Kerala flood opened the gates to invasive plants

Landslides, overflowing rivers helped in spreading them.

November 17, 2018 09:09 pm | Updated November 18, 2018 12:12 am IST - KALPETTA

Floods and landslips that caused widespread havoc all over Kerala in August have also unleashed several alien invasive species of plants into the State’s waterbodies, posing a threat to native biodiversity and the aquatic environment, scientists have reported. An ongoing survey of the Kerala Forest Research Institute (KFRI), Peechi, on the impact of the extreme climatic events in the State, has revealed that this might lead to invasive biota being introduced afresh, or being reintroduced in places where the control of their populations was once achieved.

The study found that physical routes and paths formed due to landslides and the overflow of rivers had paved the way for the establishment of primary colonies of invasive species like Nila grass ( Mimosa diplotricha ), mikania ( Mikania micrantha ), lantana ( Lantana camara ) and Siam weed ( Chromolaena odorata ).

T.K. Hrideek, scientist, Genetics and Tree Breeding, KFRI, told The Hindu that the spread of the invasive species could threaten cultivable land and wildlife habitats alike. The survey revealed that invasive species like the water hyacinth ( Eichhornia crassipes ) and giant salvinia ( Salvinia molesta ), present in the backwaters of the Kuttanad region, had started colonising paddy fields, cultivated lands and other isolated water bodies in nearby areas.

In Thrissur district’s Kole wetlands, notified under the Ramsar Convention, invasive plants, especially grass species, such as matamat ( Rhynchospora corymbosa ), desho grass ( Pennisetum pedicellatum ), giant salvinia and water hyacinth were reportedly establishing a beach-head, using available soil resources. This may lead to the conversion of marshy wetlands into dry land, Dr.
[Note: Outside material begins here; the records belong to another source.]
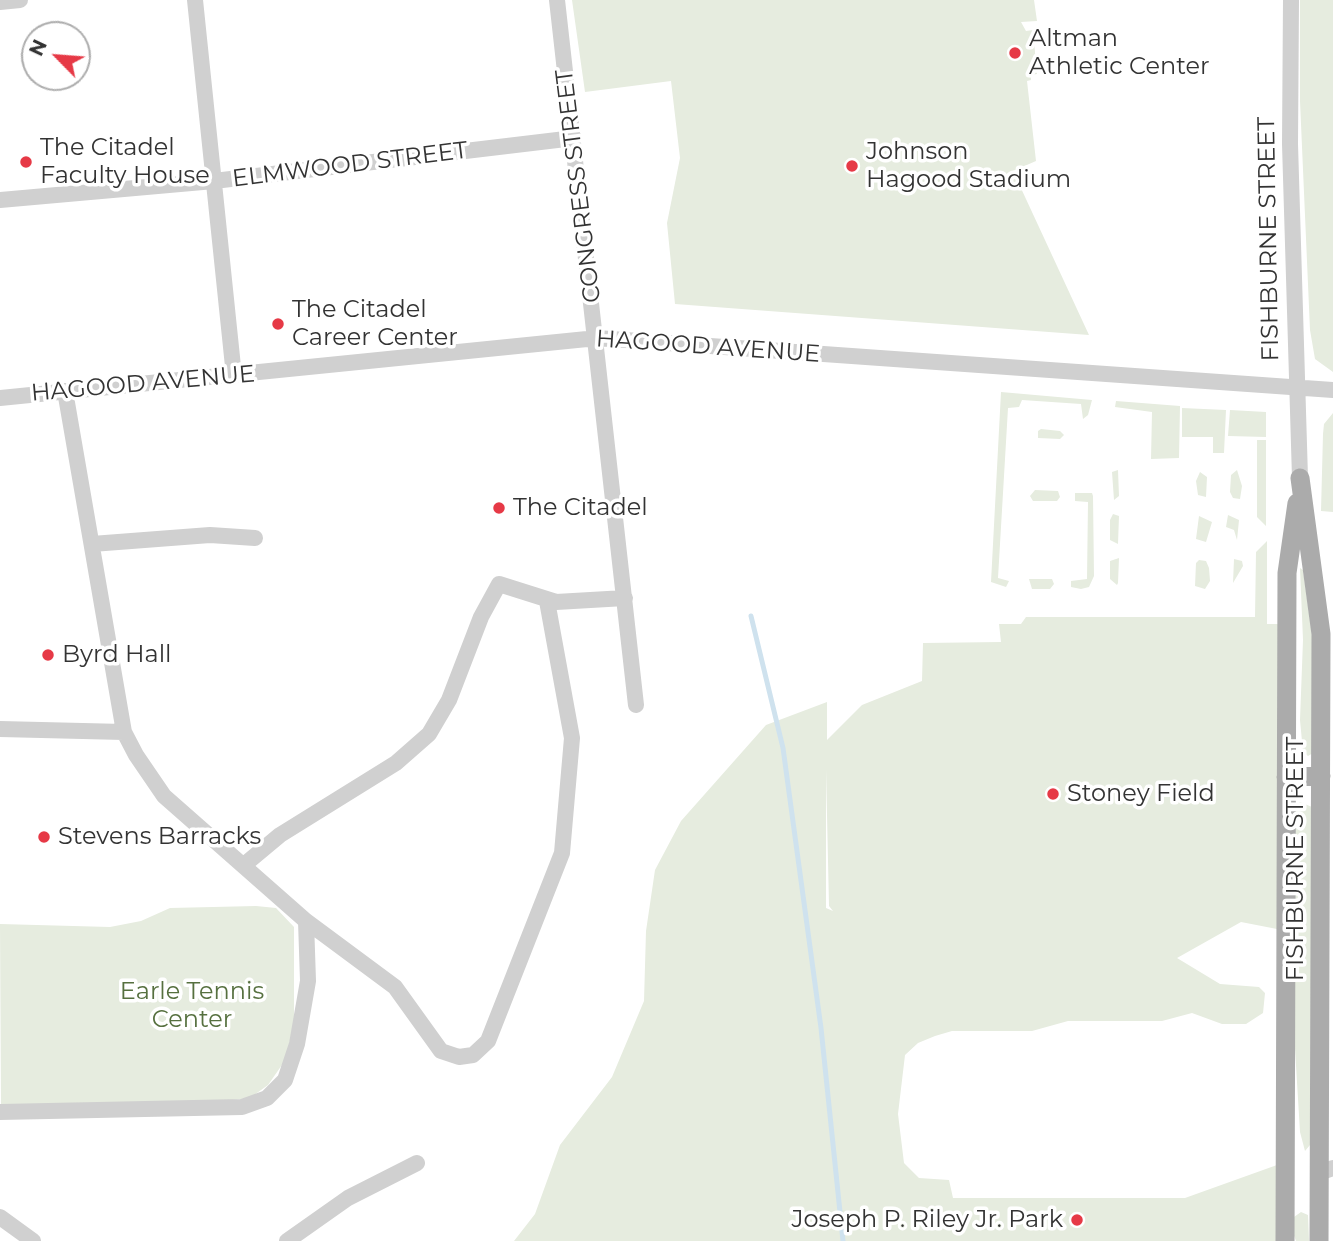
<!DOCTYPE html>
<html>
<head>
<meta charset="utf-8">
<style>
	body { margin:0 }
	#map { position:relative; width:1333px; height:1241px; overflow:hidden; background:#fff; font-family:Montserrat,sans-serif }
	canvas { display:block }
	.north { position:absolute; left:21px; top:21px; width:70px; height:70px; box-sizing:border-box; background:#fff; border:2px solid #adadad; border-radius:50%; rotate:295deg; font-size:19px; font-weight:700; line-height:28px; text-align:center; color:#333 }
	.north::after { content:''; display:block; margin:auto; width:24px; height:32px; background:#e63946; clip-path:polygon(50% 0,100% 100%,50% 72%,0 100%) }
</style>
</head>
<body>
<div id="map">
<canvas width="1333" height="1241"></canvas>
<div class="north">N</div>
</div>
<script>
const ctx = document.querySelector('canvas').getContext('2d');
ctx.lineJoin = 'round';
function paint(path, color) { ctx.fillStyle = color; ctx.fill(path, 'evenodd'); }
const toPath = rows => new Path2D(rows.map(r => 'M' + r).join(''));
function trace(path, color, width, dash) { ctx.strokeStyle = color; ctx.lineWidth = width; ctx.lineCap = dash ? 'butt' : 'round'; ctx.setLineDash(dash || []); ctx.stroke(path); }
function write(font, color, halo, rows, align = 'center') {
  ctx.font = font + ' Montserrat,sans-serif'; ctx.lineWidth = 7; ctx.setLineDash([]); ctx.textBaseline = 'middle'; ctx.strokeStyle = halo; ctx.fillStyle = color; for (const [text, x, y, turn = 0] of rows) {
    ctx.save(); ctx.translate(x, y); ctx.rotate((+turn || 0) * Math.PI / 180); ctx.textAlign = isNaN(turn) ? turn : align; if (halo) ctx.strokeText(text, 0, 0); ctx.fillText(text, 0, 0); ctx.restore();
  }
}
const green = toPath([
	[572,0,1034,0,1037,21,1021,22,1026,31,1033,30,1037,74,1031,75,1031,80,1027,81,1036,161,1013,171,1089,335,675,304,667,223,680,158,671,81,585,92],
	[1300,0,1333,0,1333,372,1315,359,1310,330,1300,101],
	[1001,392,1092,400,1088,415,1083,419,1081,404,1022,400,1019,407,1008,408,998,578,1009,581,1006,587,991,582],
	[1116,401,1180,406,1179,458,1151,459,1152,412,1115,407],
	[1182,408,1226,410,1224,453,1213,453,1213,437,1182,437],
	[1230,410,1266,412,1266,437,1228,436],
	[1333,413,1333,512,1321,511,1323,434,1324,424],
	[1041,429,1060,431,1064,435,1060,439,1038,438,1038,431],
	[1257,440,1266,440,1266,526,1257,517],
	[1118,470,1119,496,1114,500,1112,472],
	[1237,470,1242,486,1240,499,1233,498,1230,492,1231,475],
	[1200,472,1207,477,1206,497,1198,495,1196,481],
	[1035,490,1058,491,1060,497,1057,501,1033,501,1030,496],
	[1075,493,1092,493,1093,496,1094,576,1089,587,1081,589,1071,587,1071,581,1087,579,1088,502,1075,501],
	[1113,514,1119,516,1118,544,1110,540,1110,520],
	[1228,515,1239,520,1237,540,1234,530,1226,527],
	[1199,516,1212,522,1206,542,1196,539],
	[1267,541,1267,624,1278,624,1277,929,1241,922,1177,958,1220,984,1259,987,1265,993,1263,1013,1246,1024,1222,1024,1192,1013,1162,1021,1068,1021,1032,1031,952,1031,935,1036,918,1043,905,1055,898,1114,904,1163,919,1178,949,1180,953,1198,1185,1198,1277,1165,1277,1241,514,1241,535,1214,560,1145,612,1077,644,1001,646,931,655,870,681,821,766,725,827,702,827,740,862,705,922,681,923,643,1001,642,999,624,1021,624,1026,617,1255,617,1256,552],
	[826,769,829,906,833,911,826,908],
	[1119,558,1118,583,1117,585,1110,579,1110,561],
	[1234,559,1242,561,1243,566,1233,583],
	[1199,560,1206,561,1209,568,1210,581,1205,589,1195,586,1196,563],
	[1300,568,1303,570,1312,635,1313,753,1308,756,1303,752,1300,720,1303,640],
	[1029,579,1052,579,1054,584,1050,589,1032,589],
	[1300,802,1312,807,1310,1145,1305,1151,1300,1132,1294,1032,1292,809],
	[256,906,276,908,294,927,294,1026,284,1062,268,1085,250,1098,187,1105,1,1107,0,924,110,927,141,921,170,908],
	[1301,1212,1308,1215,1309,1241,1296,1241,1293,1233,1294,1217]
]);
const stream = toPath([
	[751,616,783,748,821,1028,843,1241]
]);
const minor = toPath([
	[195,0,234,376],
	[557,0,636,705],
	[1291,0,1290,144,1300,478],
	[0,2,20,0],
	[0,200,214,181,574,138],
	[65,391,124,732,136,755,164,796,306,921,395,987,441,1051,459,1057,473,1055,488,1041,562,853,572,738,547,601],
	[0,398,597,338,1333,390],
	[92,544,210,535,255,538],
	[0,729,124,732],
	[244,865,280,835,396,763,429,734,449,700,481,617,499,584,556,602,625,598],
	[0,1112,242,1107,267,1098,285,1080,297,1044,308,981,306,921],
	[1319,1173,1333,1168],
	[0,1217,33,1241],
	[287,1241,348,1198,417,1163]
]);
const major = toPath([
	[1300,478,1321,634,1319,1241],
	[1286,777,1321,776],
	[1285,1241,1287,573,1297,503]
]);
const markers = [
	[1015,53,7,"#e63946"],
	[26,162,7,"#e63946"],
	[852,166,7,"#e63946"],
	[278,324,7,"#e63946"],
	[499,508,7,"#e63946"],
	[48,655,7,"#e63946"],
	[1053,794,7,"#e63946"],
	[44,837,7,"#e63946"],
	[1077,1220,7,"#e63946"]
];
const poiNames = [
	["Altman",1029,39],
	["Athletic Center",1029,67],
	["The Citadel",40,148],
	["Faculty House",40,176],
	["Johnson",866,152],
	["Hagood Stadium",866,180],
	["The Citadel",292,310],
	["Career Center",292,338],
	["The Citadel",513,508],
	["Byrd Hall",62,655],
	["Stoney Field",1067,794],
	["Stevens Barracks",58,837],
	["Joseph P. Riley Jr. Park",1063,1220,"right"]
];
const streetNames = [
	["ELMWOOD STREET",350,165,-7],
	["CONGRESS STREET",579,186,-97],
	["FISHBURNE STREET",1269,239,-91],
	["HAGOOD AVENUE",708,347,4],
	["HAGOOD AVENUE",143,384,-5],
	["FISHBURNE STREET",1296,859,-90]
];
const parkNames = [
	["Earle Tennis",192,992],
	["Center",192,1020]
];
paint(green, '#e6ecdf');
trace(stream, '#cfe2ee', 5);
trace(minor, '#d0d0d0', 16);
trace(major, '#ababab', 19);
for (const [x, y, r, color] of markers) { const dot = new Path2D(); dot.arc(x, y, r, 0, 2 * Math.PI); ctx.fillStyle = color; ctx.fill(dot); trace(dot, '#fff', 2.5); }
write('24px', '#333', '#fff', poiNames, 'left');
write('24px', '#333', '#fff', streetNames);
write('24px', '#56703f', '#fff', parkNames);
</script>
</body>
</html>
Hrideek said.

“In many areas of Thrissur, Palakkad, Wayanad and Idukki districts, seeds of invasive species from mountainous areas have spread to new spaces formed by landslips. Hardy invasive species can grow very fast in landslip-affected areas by using available nutrients, while native species cannot adapt to such conditions. Later, this area will be a seed source for many invasive species,” explains K. Muraleekrishnan, a research scholar with KFRI.

“In rubber plantations, cover crops (species grown mainly to prevent soil erosion) like mucuna ( Mucuna bracteata ), a nitrogen-regulating plant, are more likely to establish themselves in the new areas and subsequently spread into the forests through the corridors created by landslips. This could affect the soil and destroy the microhabitat of that area,” he added.
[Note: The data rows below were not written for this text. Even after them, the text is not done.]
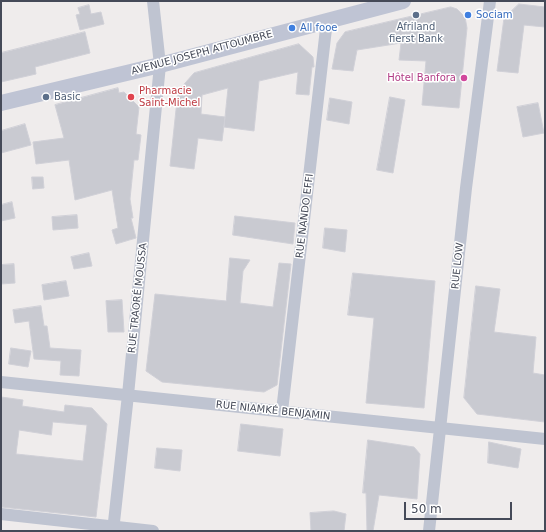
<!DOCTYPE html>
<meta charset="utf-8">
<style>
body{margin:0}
#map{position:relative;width:546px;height:532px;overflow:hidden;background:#efecec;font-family:"DejaVu Sans",sans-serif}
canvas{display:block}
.frame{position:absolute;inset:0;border:2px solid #454a58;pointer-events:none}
.scale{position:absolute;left:404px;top:502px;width:108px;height:18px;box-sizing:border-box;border:2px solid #454a58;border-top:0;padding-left:5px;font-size:12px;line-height:14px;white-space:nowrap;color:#454a58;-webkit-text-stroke:3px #fff;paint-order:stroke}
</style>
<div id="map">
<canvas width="546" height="532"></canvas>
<div class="frame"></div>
<div class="scale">50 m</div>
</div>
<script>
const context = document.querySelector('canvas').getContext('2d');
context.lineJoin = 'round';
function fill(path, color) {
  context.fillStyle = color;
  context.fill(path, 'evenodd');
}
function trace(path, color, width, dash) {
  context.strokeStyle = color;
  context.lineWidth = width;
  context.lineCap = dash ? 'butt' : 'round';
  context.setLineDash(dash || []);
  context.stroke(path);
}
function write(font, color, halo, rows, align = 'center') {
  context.font = font + ' "DejaVu Sans",sans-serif';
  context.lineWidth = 3;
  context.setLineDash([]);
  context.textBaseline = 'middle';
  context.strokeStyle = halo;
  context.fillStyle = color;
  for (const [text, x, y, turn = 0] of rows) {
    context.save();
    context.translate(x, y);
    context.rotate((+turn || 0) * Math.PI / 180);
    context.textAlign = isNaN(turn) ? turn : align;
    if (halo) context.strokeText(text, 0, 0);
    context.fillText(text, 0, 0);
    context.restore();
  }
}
const building = new Path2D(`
 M519,4L545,7V27L524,25L518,73L497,71L504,18Z
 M89,5L91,14L101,12L104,24L80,30L76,15L80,14L78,8Z
 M451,7L457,9L465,17L467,28L459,108L422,105L426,61L399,60L401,43L357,50L353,71L332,69L337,43L345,32Z
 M85,32L90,53L35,67L36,74L1,82V53Z
 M299,44L313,57L314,67H312L309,95L296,94L298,72L259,81L254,131L224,127L228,88L202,95L201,114L225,117L222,141L198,138L194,169L170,166L178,91L194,73Z
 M118,88L119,93L124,92L139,107L136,134L141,135L138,160H134L130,199L133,218H131L136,238L116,244L112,230L118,228L112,190L75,200L69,160L36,164L33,142L64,138L55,105Z
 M390,97L405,100L393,173L377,170Z
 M330,98L352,102L349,124L327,120Z
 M538,103L544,133L523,137L517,107Z
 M25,124L31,145L1,153V131Z
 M32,177H43L44,188L33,189Z
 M12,202L15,218L1,221V205Z
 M77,215L78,228L53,230L52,217Z
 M235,216L295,223L293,244L233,235Z
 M325,228L347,230L345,252L323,248Z
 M89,253L92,266L74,269L71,257Z
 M230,258L250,260L243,271L240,303L273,307L279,263L291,264L277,385L264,392L162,382L146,371L155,294L226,301Z
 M14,264L15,283L1,284V265Z
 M353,273L435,281L424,408L366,403L374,318L348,315Z
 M66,281L69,296L44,300L42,285Z
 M476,286L500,289L494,332L536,337L533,373L545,375V422L477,414L464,398Z
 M122,300L124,332H108L106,301Z
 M41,306L44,326H47L50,348L81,350L79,376L60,375L61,361L34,359L29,321L15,323L13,310Z
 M11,348L31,351L28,367L9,364Z
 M1,397L23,400L22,406L64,412L65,405L92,408L107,424L96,517L1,507ZM53,422L87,425L83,461L16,454L19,430L51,435Z
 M241,424L283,429L280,456L238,451Z
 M368,440L414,447L420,454L417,499L379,495L373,531H367L366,493H363Z
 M489,442L521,449L518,468L488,463Z
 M157,448L182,450L180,471L155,468Z
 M334,511L346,514L344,531H311L310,513Z`);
fill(building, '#c9cad1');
trace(building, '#d0d0d7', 1);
trace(new Path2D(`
 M1,382L545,439
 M282,411L327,20
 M1,514L153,531
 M113,531L128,395L160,65L153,1
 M429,531L466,188L490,1`), '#bfc4d1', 12);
trace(new Path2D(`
 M1,103L160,65L403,1`), '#bfc4d4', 16);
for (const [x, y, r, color] of [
 [416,15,4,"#5c6f8a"],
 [468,15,4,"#3f7fe0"],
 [292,28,4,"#3f7fe0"],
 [464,78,4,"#d1479c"],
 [46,97,4,"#5c6f8a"],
 [131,97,4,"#e0444e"]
]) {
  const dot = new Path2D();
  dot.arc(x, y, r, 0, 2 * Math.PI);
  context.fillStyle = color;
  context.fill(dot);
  trace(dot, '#fff', 1.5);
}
write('10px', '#366cbe', '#fff', [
 ["Sociam",476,15],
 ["All fooe",300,28]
], 'left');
write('10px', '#4e5e75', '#fff', [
 ["Afriland",416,27],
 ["fierst Bank",416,39],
 ["Basic",54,97,"left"]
]);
write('10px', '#454a58', '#fff', [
 ["AVENUE JOSEPH ATTOUMBRE",202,53,-15],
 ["RUE NANDO EFFI",305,216,-83],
 ["RUE LOW",458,266,-84],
 ["RUE TRAORÉ MOUSSA",138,298,-84],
 ["RUE NIAMKÉ BENJAMIN",273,411,6]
]);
write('10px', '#b23c85', '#fff', [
 ["Hôtel Banfora",456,78]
], 'right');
write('10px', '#be3a42', '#fff', [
 ["Pharmacie",139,91],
 ["Saint-Michel",139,103]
], 'left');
</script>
Wayanad district, a significant biodiversity hotspot within the Western Ghats, has been facing a serious threat from senna (Senna spectabilis), an invasive tree species, for the past 15 years.

“Many tributaries of the Kabini river that were in spate during the floods dispersed senna seeds to new areas,” says Suby, another research scholar at the Institute.

Non-native plants are more likely to become invasive when they possess biological traits that are different from those of native flora, which works to their competitive advantage. “Invasive species transform the soil structure and micro environment to their advantage by producing allelochemicals, which, however, cause the destruction of native species and local bidiversity,” Dr. Hrideek said.

“The threat [of invasive species] should be addressed in the process of [post-flood] reconstruction in the State,” Dr. Hrideek said. “Elimination of invasive plants is a Herculean task but their spread can be tackled with the active participation of the public.” Invasive species are introduced to native eco-systems by 'global transportation', as ornamental plants or for botanical gardens, either deliberately or inadvertently. alter the environment they invade and are difficult and expensive to control after they colonise a landscape, having phenotypic plasticity (the ability to adapt to environmental stress). Invasive species generally adopt a wide variety of seed dispersal mechanisms, and their seeds are more viable. The Forest Department is highly concerned about the spread of invasive flora, but the time and budget allotted for dealing with them is inadequate. Efforts to manage existing alien species like lantana and eupatorium continue.

The Forest Department is conducting a survey to identify the area and density of the spread of invasive species in the Wayanad Wildlife Sanctuary.